Data for review:
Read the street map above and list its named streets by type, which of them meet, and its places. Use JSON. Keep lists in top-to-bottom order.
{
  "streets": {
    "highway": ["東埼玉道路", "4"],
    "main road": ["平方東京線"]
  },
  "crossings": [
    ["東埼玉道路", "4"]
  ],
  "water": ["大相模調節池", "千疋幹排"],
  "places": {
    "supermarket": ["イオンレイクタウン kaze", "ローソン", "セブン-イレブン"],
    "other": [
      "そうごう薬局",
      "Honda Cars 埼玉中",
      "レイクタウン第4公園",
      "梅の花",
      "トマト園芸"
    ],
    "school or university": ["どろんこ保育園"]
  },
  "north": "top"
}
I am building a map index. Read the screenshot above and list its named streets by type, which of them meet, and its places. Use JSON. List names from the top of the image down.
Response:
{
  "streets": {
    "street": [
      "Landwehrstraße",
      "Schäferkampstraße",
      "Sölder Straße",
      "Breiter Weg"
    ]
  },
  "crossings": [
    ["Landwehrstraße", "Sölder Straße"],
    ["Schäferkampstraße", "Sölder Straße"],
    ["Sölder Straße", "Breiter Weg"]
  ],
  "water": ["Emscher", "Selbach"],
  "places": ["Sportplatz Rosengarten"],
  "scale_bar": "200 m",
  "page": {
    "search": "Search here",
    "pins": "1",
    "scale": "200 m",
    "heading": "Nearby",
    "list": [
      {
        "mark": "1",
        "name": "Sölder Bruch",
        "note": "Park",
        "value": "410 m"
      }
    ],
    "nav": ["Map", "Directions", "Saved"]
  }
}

--

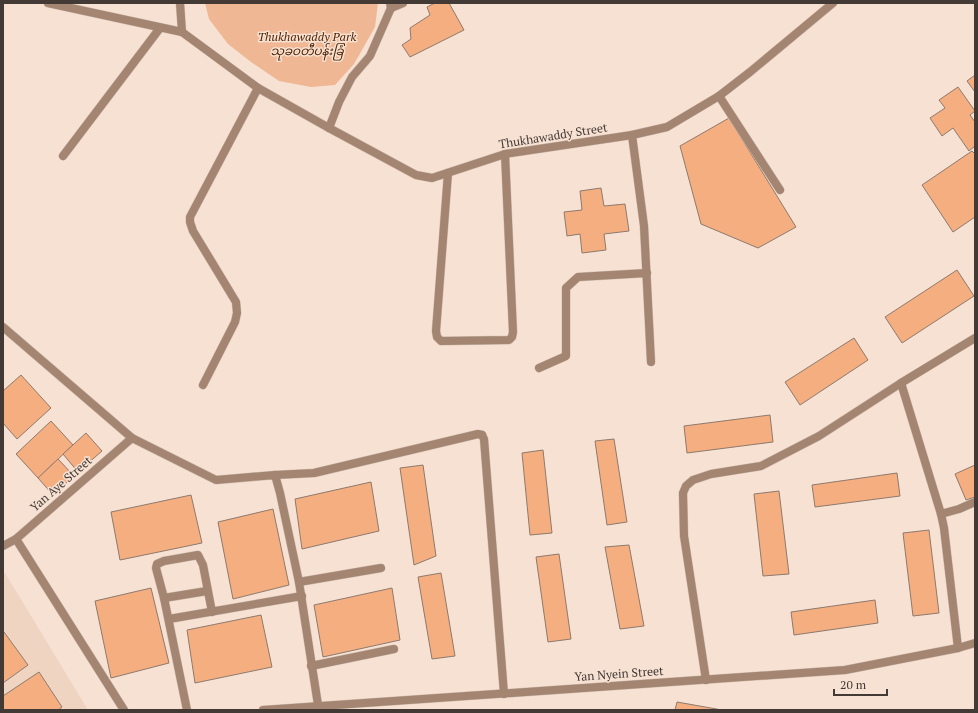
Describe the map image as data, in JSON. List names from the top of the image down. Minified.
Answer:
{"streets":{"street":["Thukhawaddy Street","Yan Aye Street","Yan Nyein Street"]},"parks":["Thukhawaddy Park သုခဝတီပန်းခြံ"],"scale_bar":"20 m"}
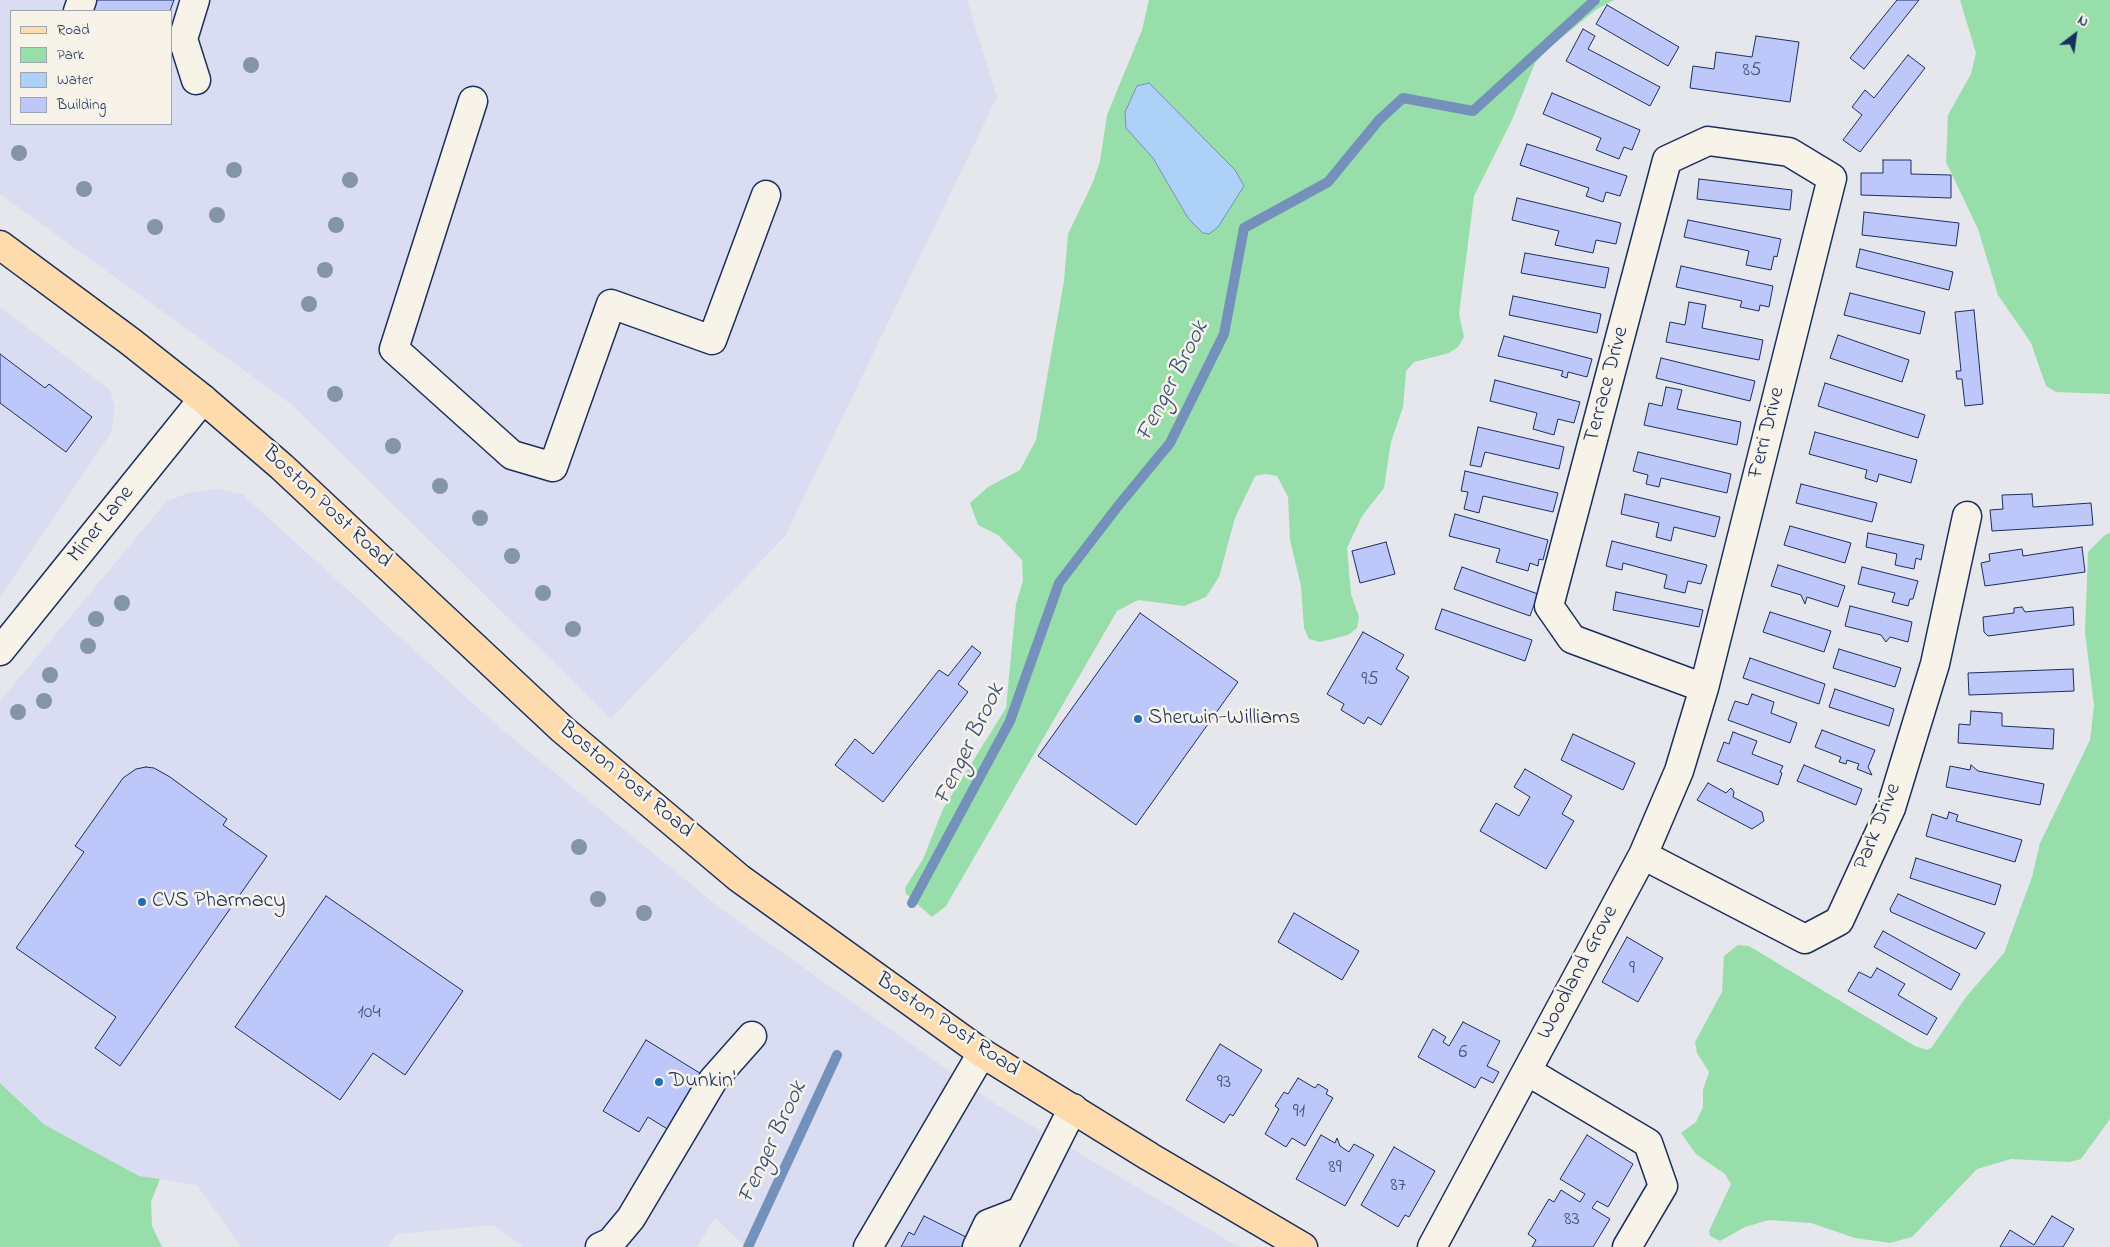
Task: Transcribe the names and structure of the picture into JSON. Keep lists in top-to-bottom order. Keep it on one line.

Work item:
From the data above, return exactly the lines from the one with "Describe the map" up to and including the one with "Task: Transcribe the". Pictures do not go in the copy.

Answer space:
Describe the map image as data, in JSON. List names from the top of the image down. Minified.
Answer:
{"streets":{"street":["Thukhawaddy Street","Yan Aye Street","Yan Nyein Street"]},"parks":["Thukhawaddy Park သုခဝတီပန်းခြံ"],"scale_bar":"20 m"}
Task: Transcribe the names and structure of the picture into JSON. Keep lists in top-to-bottom order. Keep it on one line.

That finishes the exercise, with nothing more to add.